EXERCISE DESCRIPTION |
Would you reproduce the listing exactly, leaving nothing out?

INPUT |

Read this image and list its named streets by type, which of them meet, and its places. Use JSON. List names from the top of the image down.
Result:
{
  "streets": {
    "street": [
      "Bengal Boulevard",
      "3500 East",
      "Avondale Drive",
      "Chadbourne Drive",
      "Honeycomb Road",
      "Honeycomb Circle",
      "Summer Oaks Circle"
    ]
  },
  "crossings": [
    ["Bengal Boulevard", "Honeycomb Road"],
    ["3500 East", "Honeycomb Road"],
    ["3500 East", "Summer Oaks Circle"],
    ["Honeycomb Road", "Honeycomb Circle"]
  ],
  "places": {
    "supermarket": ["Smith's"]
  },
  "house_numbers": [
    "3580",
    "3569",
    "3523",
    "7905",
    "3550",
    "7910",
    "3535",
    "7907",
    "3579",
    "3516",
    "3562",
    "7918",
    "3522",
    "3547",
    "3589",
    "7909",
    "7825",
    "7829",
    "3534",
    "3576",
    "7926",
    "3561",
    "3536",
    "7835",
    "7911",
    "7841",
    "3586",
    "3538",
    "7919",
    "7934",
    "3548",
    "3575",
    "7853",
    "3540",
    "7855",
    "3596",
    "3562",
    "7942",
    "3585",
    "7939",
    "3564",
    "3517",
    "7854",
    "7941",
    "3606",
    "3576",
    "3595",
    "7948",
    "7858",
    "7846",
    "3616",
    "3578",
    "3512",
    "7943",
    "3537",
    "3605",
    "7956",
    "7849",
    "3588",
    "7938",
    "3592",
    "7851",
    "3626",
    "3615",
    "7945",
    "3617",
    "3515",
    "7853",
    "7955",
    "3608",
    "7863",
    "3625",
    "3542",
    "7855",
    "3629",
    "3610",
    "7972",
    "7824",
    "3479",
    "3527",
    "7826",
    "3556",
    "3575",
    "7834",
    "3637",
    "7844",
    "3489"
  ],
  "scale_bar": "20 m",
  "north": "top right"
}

ANSWER SPACE |
Read this image and list its named streets by type, which of them meet, and its places. Use JSON. List names from the top of the image down.
Result:
{
  "streets": {
    "street": [
      "Bengal Boulevard",
      "3500 East",
      "Avondale Drive",
      "Chadbourne Drive",
      "Honeycomb Road",
      "Honeycomb Circle",
      "Summer Oaks Circle"
    ]
  },
  "crossings": [
    ["Bengal Boulevard", "Honeycomb Road"],
    ["3500 East", "Honeycomb Road"],
    ["3500 East", "Summer Oaks Circle"],
    ["Honeycomb Road", "Honeycomb Circle"]
  ],
  "places": {
    "supermarket": ["Smith's"]
  },
  "house_numbers": [
    "3580",
    "3569",
    "3523",
    "7905",
    "3550",
    "7910",
    "3535",
    "7907",
    "3579",
    "3516",
    "3562",
    "7918",
    "3522",
    "3547",
    "3589",
    "7909",
    "7825",
    "7829",
    "3534",
    "3576",
    "7926",
    "3561",
    "3536",
    "7835",
    "7911",
    "7841",
    "3586",
    "3538",
    "7919",
    "7934",
    "3548",
    "3575",
    "7853",
    "3540",
    "7855",
    "3596",
    "3562",
    "7942",
    "3585",
    "7939",
    "3564",
    "3517",
    "7854",
    "7941",
    "3606",
    "3576",
    "3595",
    "7948",
    "7858",
    "7846",
    "3616",
    "3578",
    "3512",
    "7943",
    "3537",
    "3605",
    "7956",
    "7849",
    "3588",
    "7938",
    "3592",
    "7851",
    "3626",
    "3615",
    "7945",
    "3617",
    "3515",
    "7853",
    "7955",
    "3608",
    "7863",
    "3625",
    "3542",
    "7855",
    "3629",
    "3610",
    "7972",
    "7824",
    "3479",
    "3527",
    "7826",
    "3556",
    "3575",
    "7834",
    "3637",
    "7844",
    "3489"
  ],
  "scale_bar": "20 m",
  "north": "top right"
}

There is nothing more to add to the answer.